**PROVIDED MATERIAL**.

= = = = =

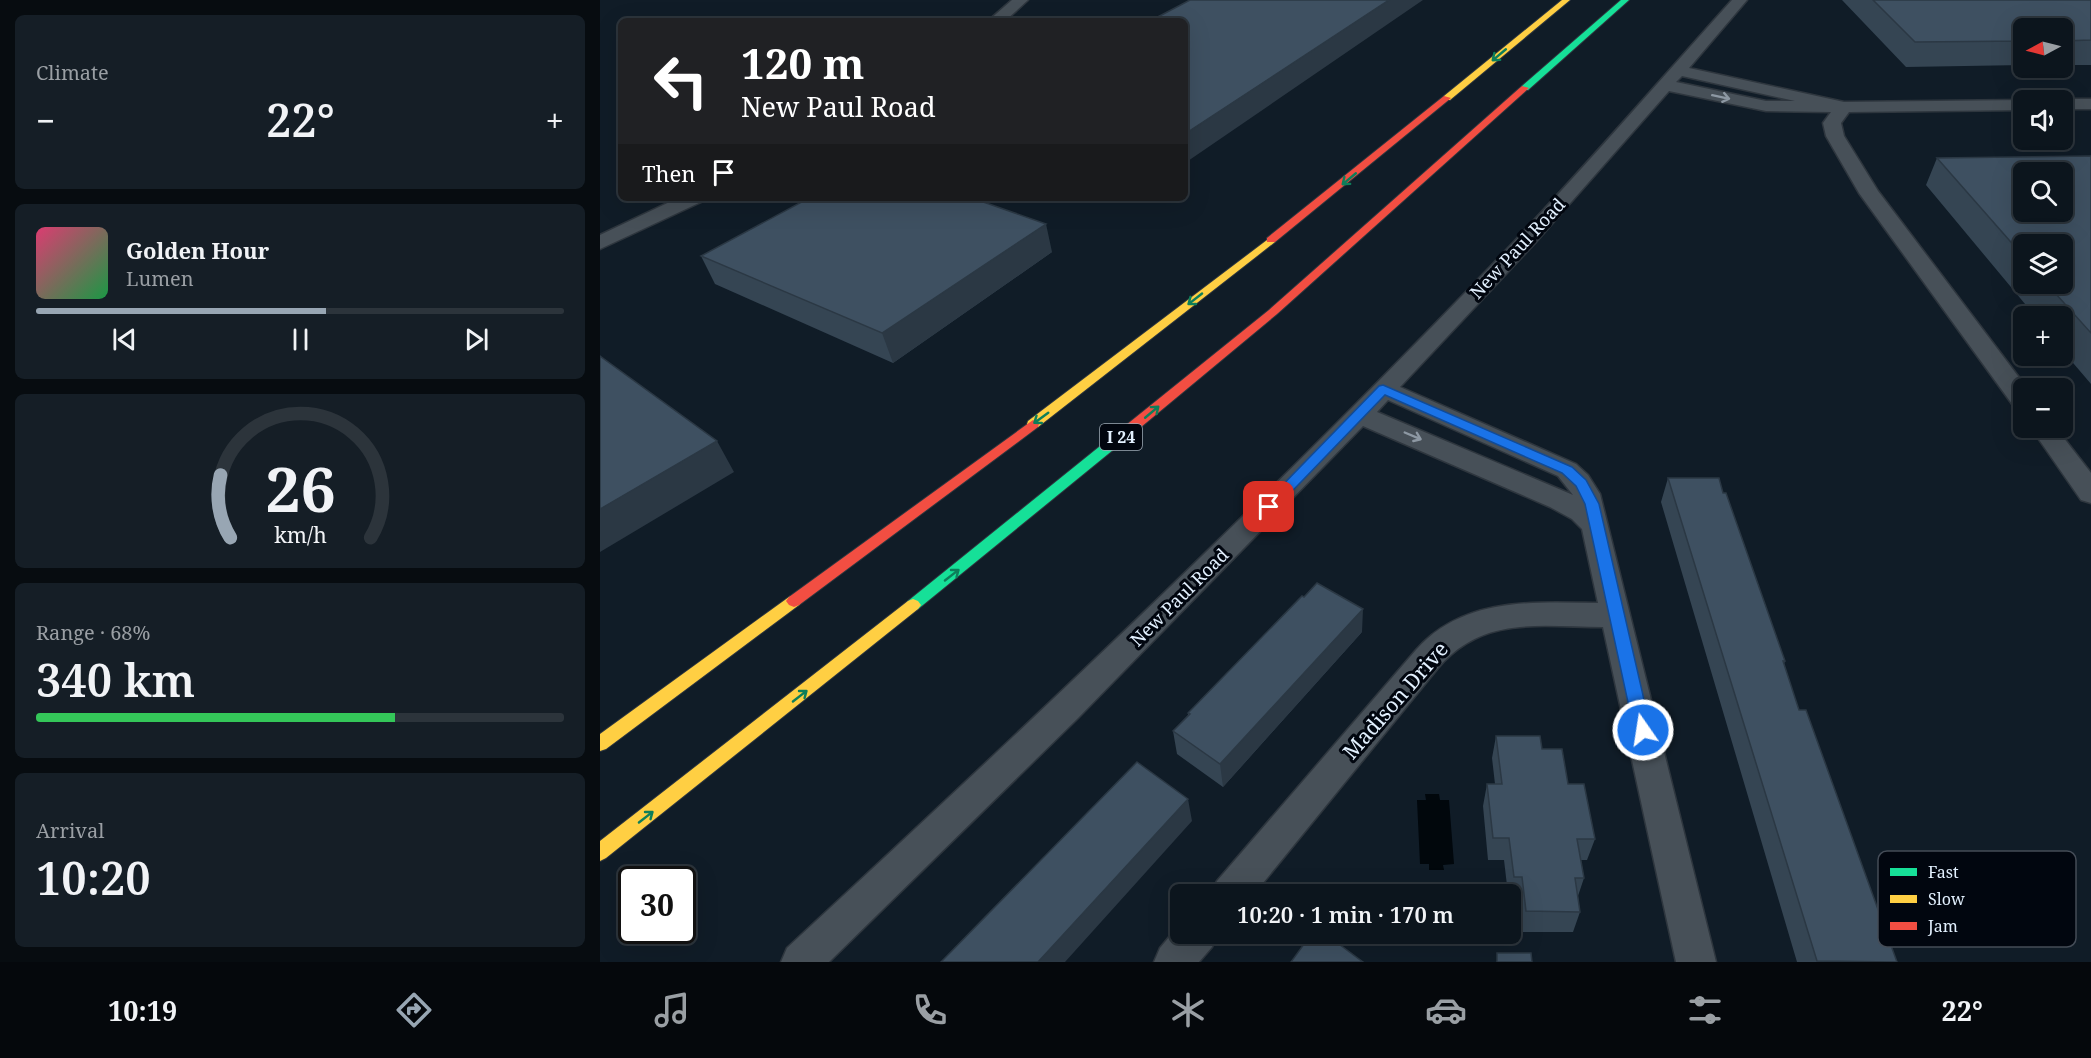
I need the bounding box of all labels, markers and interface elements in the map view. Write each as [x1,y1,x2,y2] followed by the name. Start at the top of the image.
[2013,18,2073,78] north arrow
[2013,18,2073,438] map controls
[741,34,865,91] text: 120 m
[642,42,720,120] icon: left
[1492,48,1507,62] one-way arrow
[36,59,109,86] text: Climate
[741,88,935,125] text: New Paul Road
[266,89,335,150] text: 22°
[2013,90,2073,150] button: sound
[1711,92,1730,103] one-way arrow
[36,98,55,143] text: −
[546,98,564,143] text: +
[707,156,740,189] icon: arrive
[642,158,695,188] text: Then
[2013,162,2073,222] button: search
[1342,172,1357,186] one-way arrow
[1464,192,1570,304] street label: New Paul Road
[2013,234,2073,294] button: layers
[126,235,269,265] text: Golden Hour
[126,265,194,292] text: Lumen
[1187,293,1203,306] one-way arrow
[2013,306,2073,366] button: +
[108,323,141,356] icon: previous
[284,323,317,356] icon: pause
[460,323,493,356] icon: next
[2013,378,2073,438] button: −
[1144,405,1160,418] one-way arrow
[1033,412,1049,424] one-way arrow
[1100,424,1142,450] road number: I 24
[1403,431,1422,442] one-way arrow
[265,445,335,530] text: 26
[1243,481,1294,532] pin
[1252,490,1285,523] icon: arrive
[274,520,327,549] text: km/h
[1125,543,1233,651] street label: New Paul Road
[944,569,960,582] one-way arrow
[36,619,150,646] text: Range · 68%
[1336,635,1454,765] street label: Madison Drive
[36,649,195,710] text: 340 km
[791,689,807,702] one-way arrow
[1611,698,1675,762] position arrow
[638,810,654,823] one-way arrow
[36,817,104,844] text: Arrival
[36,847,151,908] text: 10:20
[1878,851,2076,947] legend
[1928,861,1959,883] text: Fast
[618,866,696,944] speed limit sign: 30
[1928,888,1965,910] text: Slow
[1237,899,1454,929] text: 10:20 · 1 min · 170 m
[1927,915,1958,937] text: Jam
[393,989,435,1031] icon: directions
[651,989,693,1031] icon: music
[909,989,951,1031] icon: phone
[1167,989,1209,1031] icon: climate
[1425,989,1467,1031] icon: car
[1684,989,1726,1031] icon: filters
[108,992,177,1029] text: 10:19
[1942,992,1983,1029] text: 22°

= = = = =

**WHAT THE TASK ASKS**. With images omitted, output the data exactly as given.

**SOLUTION**.
I need the bounding box of all labels, markers and interface elements in the map view. Write each as [x1,y1,x2,y2] followed by the name. Start at the top of the image.
[2013,18,2073,78] north arrow
[2013,18,2073,438] map controls
[741,34,865,91] text: 120 m
[642,42,720,120] icon: left
[1492,48,1507,62] one-way arrow
[36,59,109,86] text: Climate
[741,88,935,125] text: New Paul Road
[266,89,335,150] text: 22°
[2013,90,2073,150] button: sound
[1711,92,1730,103] one-way arrow
[36,98,55,143] text: −
[546,98,564,143] text: +
[707,156,740,189] icon: arrive
[642,158,695,188] text: Then
[2013,162,2073,222] button: search
[1342,172,1357,186] one-way arrow
[1464,192,1570,304] street label: New Paul Road
[2013,234,2073,294] button: layers
[126,235,269,265] text: Golden Hour
[126,265,194,292] text: Lumen
[1187,293,1203,306] one-way arrow
[2013,306,2073,366] button: +
[108,323,141,356] icon: previous
[284,323,317,356] icon: pause
[460,323,493,356] icon: next
[2013,378,2073,438] button: −
[1144,405,1160,418] one-way arrow
[1033,412,1049,424] one-way arrow
[1100,424,1142,450] road number: I 24
[1403,431,1422,442] one-way arrow
[265,445,335,530] text: 26
[1243,481,1294,532] pin
[1252,490,1285,523] icon: arrive
[274,520,327,549] text: km/h
[1125,543,1233,651] street label: New Paul Road
[944,569,960,582] one-way arrow
[36,619,150,646] text: Range · 68%
[1336,635,1454,765] street label: Madison Drive
[36,649,195,710] text: 340 km
[791,689,807,702] one-way arrow
[1611,698,1675,762] position arrow
[638,810,654,823] one-way arrow
[36,817,104,844] text: Arrival
[36,847,151,908] text: 10:20
[1878,851,2076,947] legend
[1928,861,1959,883] text: Fast
[618,866,696,944] speed limit sign: 30
[1928,888,1965,910] text: Slow
[1237,899,1454,929] text: 10:20 · 1 min · 170 m
[1927,915,1958,937] text: Jam
[393,989,435,1031] icon: directions
[651,989,693,1031] icon: music
[909,989,951,1031] icon: phone
[1167,989,1209,1031] icon: climate
[1425,989,1467,1031] icon: car
[1684,989,1726,1031] icon: filters
[108,992,177,1029] text: 10:19
[1942,992,1983,1029] text: 22°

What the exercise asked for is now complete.